Noch stärker als zuletzt im Frühjahr berechnet, sind Österreichs Treibhausgasemissionen 2023 zurückgegangen. Wie der aktuelle „Nowcast“ des Umweltbundesamts zeigt, dürfte der heimische CO₂-Ausstoß im Vorjahr um satte 6,4 Prozent bzw. 4,7 Millionen Tonnen abgesackt sein. Der Rückgang, der quer durch alle Sektoren erfolgt ist, ist damit auch größer ausgefallen als im Jahr davor, das bereits ein Minus von 5,8 Prozent bei den klimaschädlichen Emissionen gebracht hatte. Somit hält Österreich nun bei Gesamtemissionen von rund 68,2 Millionen Tonnen CO₂-Äquivalent, ein Wert, der um rund 14 Prozent unter jenem des Jahres 1990 liegt.

Klimaschutzministerin Leonore Gewessler (Grüne) will die Zahlen primär als Erfolg grüner Klimapolitik verstanden wissen. „Die Arbeit zeigt Wirkung, mutige Klimapolitik wirkt“, so die Ministerin, die Österreich derzeit auf Kurs sieht, „den Kampf gegen die Klimakrise“ zu gewinnen. Doch stimmt diese Interpretation?

Einflüsse von Konjunktur und Winter überschaubar

Dass Österreichs Emissionen binnen zwei Jahren um fast zwölf Prozent abgesunken sind, ist tatsächlich in dieser Form seit 1990 noch nie dagewesen. „So gering wie 2023 waren die Treibhausgasemissionen zuletzt 1970“, sagt Karl Steininger, Ökonom am Wegener Center der Universität Graz. Mit mehreren Kollegen hat der Forscher berechnet, wie viel des Rückgangs tatsächlich strukturelle Ursachen hat und wie viel auf Zufälligkeiten wie Konjunkturschwankungen und warme Wintermonate zurückzuführen ist. Ergebnis: Die schwächelnde Wirtschaft hat Österreichs CO₂-Ausstoß im Vorjahr um 0,7 Prozent gedrückt, der milde Winter mit weniger Heizbedarf bewirkte demnach einen Rückgang um gerade einmal 0,06 Prozent. Der Löwenanteil des Erfolgs geht laut den Forschern auf das Konto des Ausbaus der Erneuerbaren Energie (2023: plus 15 Prozent) und anderer Klimamaßnahmen.

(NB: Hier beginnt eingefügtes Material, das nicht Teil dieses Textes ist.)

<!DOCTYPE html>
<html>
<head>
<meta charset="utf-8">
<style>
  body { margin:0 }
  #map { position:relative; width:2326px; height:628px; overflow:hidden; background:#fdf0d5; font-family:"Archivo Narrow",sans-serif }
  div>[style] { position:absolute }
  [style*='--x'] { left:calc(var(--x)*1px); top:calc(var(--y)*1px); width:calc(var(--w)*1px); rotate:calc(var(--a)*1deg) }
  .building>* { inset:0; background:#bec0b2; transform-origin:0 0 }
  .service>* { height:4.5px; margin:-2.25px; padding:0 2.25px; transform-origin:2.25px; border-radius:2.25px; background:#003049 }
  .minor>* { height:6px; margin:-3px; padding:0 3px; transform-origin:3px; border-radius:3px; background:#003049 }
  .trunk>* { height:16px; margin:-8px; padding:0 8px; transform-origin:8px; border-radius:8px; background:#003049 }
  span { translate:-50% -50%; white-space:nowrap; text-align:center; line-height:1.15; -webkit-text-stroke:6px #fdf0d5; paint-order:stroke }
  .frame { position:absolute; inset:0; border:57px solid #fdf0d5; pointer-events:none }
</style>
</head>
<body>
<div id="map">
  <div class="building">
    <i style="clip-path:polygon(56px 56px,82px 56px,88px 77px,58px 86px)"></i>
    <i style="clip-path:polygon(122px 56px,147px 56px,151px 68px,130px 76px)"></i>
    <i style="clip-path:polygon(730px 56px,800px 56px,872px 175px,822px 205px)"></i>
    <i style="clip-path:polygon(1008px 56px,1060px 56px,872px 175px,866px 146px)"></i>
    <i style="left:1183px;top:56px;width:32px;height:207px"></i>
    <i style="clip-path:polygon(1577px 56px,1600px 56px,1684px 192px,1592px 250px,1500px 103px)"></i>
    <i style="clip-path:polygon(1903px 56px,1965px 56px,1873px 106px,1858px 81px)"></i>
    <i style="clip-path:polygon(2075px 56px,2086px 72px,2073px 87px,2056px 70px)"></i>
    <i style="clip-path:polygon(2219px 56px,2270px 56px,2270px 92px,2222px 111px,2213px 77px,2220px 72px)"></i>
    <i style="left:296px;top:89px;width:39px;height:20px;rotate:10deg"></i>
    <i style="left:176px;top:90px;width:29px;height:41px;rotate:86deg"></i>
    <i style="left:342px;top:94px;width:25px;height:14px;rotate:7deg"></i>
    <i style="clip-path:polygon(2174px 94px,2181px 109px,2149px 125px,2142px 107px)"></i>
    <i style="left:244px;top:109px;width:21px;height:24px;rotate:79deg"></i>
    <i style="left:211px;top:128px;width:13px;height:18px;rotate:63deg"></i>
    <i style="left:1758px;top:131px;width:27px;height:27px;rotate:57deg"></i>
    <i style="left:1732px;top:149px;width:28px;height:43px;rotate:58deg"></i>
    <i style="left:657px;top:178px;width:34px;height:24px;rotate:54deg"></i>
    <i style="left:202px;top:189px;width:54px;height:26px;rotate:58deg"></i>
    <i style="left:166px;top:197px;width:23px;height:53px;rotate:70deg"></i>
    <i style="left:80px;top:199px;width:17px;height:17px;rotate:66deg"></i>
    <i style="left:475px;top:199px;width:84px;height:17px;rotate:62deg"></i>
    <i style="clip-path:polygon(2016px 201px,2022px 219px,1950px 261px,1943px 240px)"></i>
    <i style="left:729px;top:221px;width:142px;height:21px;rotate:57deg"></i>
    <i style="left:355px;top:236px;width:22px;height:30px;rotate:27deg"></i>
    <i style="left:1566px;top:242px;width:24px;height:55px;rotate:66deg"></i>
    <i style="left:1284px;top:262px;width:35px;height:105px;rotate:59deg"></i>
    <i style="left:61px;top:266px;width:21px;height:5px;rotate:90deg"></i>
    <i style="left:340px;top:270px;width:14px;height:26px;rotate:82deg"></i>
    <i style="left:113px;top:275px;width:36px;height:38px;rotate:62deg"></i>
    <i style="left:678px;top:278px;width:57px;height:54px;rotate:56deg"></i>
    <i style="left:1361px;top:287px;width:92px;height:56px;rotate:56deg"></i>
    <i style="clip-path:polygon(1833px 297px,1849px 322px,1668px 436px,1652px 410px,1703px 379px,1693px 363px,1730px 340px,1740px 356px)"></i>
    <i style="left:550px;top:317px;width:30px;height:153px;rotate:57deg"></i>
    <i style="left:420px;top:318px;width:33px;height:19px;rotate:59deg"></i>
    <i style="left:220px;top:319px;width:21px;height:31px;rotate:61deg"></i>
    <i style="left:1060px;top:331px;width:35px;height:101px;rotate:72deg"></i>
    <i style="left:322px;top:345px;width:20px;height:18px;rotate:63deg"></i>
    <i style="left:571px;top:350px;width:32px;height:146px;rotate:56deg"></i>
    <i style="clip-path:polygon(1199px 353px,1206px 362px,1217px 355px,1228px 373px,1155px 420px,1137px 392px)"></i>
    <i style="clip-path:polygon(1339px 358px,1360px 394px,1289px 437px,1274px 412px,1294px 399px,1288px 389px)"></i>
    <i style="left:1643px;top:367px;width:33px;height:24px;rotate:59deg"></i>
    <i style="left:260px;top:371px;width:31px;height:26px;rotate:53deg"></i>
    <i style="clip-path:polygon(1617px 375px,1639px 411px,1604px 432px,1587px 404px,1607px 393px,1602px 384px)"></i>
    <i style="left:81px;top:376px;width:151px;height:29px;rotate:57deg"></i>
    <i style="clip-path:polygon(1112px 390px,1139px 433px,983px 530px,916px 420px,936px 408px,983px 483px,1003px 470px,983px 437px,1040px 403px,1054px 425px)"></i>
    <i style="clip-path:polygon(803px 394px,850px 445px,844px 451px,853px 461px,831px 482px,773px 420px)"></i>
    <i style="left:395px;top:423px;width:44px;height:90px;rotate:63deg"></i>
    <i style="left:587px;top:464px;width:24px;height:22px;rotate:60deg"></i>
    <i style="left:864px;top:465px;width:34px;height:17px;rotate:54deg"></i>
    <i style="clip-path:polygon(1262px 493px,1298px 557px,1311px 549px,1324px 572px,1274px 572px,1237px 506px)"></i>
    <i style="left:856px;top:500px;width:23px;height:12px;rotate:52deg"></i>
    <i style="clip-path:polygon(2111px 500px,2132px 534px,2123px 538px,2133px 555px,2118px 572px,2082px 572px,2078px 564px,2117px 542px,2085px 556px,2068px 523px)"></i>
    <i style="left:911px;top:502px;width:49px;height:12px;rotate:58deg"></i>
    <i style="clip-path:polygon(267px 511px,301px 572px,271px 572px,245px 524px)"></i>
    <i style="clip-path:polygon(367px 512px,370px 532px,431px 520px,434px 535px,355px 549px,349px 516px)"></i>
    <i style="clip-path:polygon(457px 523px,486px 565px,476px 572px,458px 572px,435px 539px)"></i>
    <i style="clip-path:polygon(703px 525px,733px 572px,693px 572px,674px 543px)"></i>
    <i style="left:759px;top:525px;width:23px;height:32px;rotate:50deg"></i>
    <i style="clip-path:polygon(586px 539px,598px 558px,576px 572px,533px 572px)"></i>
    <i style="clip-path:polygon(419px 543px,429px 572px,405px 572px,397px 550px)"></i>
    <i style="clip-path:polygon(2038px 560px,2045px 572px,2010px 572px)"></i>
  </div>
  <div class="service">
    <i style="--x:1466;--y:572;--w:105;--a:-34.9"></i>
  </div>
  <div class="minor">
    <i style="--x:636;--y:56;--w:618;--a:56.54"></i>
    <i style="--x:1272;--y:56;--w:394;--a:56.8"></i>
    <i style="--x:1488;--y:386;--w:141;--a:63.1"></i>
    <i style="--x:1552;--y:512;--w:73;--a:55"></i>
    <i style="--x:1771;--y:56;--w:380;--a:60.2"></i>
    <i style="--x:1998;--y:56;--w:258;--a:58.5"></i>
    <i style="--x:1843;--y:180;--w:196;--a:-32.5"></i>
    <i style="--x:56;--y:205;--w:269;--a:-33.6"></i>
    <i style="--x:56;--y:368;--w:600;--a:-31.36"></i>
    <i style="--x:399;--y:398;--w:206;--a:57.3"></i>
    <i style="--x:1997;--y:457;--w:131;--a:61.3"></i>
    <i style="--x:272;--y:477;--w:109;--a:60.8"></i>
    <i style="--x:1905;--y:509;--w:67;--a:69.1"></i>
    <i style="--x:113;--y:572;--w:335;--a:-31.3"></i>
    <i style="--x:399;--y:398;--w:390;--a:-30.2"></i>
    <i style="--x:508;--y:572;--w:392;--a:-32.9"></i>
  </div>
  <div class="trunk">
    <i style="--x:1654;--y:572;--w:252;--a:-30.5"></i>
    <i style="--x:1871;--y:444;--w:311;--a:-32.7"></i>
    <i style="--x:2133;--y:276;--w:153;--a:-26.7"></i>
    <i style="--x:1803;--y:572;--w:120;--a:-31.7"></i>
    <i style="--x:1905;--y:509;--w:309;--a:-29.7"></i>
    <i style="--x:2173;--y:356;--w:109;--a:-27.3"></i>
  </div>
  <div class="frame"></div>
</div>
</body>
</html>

Allerdings fördern die Berechnungen des Wegener Center auch zutage, dass die Haupttreiber für den Umstieg auf klimafreundliche Energieformen wiederum die gestiegenen Preise für Sprit, Heizöl und Erdgas waren. „Der erhöhte Anteil der Erneuerbaren im Jahr 2023 lässt sich zu knapp 60 Prozent aus den Energiepreissteigerungen seit 2020 erklären“, sagt Steininger. Ein Effekt, der auch bereits beim Emissionsrückgang des Jahres 2022 kräftig zum Tragen kam. Dazu kamen Heizungstauschförderungen und Energiesparinitiativen. Auf diesem Weg hat der Gebäudesektor in den vergangenen zwei Jahren ein Drittel (!) seiner gesamten CO₂-Emissionen abgebaut.

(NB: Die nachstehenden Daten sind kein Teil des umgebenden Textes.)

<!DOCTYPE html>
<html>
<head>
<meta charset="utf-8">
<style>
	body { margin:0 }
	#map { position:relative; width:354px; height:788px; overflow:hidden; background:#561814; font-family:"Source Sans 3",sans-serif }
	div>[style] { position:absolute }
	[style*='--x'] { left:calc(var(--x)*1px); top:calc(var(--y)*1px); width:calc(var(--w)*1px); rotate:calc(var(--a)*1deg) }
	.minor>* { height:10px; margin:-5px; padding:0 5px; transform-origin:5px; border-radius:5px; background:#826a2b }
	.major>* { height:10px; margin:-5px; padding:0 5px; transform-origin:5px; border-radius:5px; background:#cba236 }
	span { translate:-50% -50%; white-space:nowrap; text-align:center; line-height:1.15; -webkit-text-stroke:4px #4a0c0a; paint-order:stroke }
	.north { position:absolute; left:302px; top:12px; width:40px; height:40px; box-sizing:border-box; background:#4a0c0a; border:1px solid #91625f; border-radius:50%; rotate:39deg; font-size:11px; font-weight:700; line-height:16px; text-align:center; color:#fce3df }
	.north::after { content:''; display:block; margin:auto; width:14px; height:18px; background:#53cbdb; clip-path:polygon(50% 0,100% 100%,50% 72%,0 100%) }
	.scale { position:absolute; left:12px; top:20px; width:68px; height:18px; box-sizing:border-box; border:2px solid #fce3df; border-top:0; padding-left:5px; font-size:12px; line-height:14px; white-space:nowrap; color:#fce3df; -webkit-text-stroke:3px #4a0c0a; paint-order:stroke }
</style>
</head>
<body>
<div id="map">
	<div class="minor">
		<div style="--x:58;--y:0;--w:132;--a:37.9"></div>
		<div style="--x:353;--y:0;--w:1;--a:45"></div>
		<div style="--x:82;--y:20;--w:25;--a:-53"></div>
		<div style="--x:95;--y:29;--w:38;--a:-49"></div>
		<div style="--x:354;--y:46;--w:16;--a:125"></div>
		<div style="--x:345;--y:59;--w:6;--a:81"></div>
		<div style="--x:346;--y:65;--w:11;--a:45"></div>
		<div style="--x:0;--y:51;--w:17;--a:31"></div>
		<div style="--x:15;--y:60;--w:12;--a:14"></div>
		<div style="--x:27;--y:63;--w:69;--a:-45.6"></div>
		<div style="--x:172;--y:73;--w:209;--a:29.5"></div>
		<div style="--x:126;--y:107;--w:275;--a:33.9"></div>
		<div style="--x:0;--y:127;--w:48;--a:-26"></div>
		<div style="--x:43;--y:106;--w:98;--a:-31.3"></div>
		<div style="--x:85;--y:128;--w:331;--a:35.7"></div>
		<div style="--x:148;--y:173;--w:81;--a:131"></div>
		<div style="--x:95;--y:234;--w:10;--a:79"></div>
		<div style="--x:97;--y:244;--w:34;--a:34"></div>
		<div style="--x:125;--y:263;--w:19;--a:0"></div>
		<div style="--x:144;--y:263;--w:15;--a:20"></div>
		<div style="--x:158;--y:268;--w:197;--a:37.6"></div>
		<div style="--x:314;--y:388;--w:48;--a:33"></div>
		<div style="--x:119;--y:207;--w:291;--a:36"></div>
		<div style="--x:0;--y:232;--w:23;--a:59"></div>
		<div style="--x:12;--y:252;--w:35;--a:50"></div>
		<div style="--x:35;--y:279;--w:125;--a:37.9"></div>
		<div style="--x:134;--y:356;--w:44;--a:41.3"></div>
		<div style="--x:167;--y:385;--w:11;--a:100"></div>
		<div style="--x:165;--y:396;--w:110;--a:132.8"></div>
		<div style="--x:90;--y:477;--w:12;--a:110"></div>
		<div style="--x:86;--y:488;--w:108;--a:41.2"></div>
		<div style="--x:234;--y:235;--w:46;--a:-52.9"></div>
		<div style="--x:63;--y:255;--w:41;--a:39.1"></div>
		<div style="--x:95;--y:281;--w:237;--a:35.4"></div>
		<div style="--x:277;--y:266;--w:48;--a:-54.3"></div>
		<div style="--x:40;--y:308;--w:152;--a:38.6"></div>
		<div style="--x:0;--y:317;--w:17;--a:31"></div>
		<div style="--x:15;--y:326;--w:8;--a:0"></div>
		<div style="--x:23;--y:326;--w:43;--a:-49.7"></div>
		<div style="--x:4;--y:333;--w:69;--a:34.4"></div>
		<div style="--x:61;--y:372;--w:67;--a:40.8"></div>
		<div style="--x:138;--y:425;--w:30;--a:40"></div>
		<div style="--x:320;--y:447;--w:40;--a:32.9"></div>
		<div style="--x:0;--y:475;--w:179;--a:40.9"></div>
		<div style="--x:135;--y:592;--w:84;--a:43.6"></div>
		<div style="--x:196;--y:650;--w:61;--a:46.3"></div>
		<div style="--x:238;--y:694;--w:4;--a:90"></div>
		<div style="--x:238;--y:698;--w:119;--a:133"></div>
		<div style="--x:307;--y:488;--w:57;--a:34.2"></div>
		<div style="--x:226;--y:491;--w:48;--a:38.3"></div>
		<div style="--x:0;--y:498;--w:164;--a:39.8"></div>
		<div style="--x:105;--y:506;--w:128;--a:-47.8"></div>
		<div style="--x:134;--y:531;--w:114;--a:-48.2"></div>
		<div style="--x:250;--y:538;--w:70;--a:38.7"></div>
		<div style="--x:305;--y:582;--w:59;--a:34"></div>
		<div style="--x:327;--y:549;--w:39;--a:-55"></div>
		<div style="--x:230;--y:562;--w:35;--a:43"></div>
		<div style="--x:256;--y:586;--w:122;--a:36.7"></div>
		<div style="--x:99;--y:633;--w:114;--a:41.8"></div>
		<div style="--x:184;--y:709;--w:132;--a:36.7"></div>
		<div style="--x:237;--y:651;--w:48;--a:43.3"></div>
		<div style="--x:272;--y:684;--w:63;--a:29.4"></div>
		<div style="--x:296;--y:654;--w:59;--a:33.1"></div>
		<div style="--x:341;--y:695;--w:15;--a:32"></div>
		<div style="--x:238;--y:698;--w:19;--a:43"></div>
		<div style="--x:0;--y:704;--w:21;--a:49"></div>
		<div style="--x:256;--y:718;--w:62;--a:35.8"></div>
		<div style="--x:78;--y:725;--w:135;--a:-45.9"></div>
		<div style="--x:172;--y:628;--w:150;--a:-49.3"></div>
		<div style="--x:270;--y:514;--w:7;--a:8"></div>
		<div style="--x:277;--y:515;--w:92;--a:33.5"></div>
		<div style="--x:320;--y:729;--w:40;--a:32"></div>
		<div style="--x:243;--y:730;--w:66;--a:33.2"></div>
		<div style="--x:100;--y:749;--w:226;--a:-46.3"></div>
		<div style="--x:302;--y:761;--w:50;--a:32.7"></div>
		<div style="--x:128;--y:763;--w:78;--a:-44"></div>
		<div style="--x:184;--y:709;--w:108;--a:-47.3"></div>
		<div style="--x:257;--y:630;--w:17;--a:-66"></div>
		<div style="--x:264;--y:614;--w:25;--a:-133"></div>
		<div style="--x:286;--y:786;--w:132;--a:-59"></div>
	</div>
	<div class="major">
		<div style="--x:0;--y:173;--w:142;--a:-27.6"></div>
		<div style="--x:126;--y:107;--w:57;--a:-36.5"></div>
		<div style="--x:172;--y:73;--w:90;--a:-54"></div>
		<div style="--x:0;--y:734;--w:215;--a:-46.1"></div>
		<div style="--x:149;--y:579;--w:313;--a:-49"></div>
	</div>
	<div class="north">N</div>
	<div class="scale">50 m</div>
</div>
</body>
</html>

Verkehr trägt weiter großen Anteil

Auch beim Sorgenkind Straßenverkehr gibt es einen Emissionsrückgang von zuletzt 3,8 Prozent, der auf weniger Dieselabsatz und auch weniger Tanktourismus zurückzuführen ist. Mit insgesamt 19,8 Millionen Tonnen hält der Verkehr aber immer noch bei einem Anteil von 45 Prozent aller österreichischen Treibhausgasemissionen (abseits von Industrie und Kraftwerken, die dem EU-Emissionsrechtehandel unterliegen), erinnert Günter Lichtblau, Klimaexperte des Umweltbundesamts.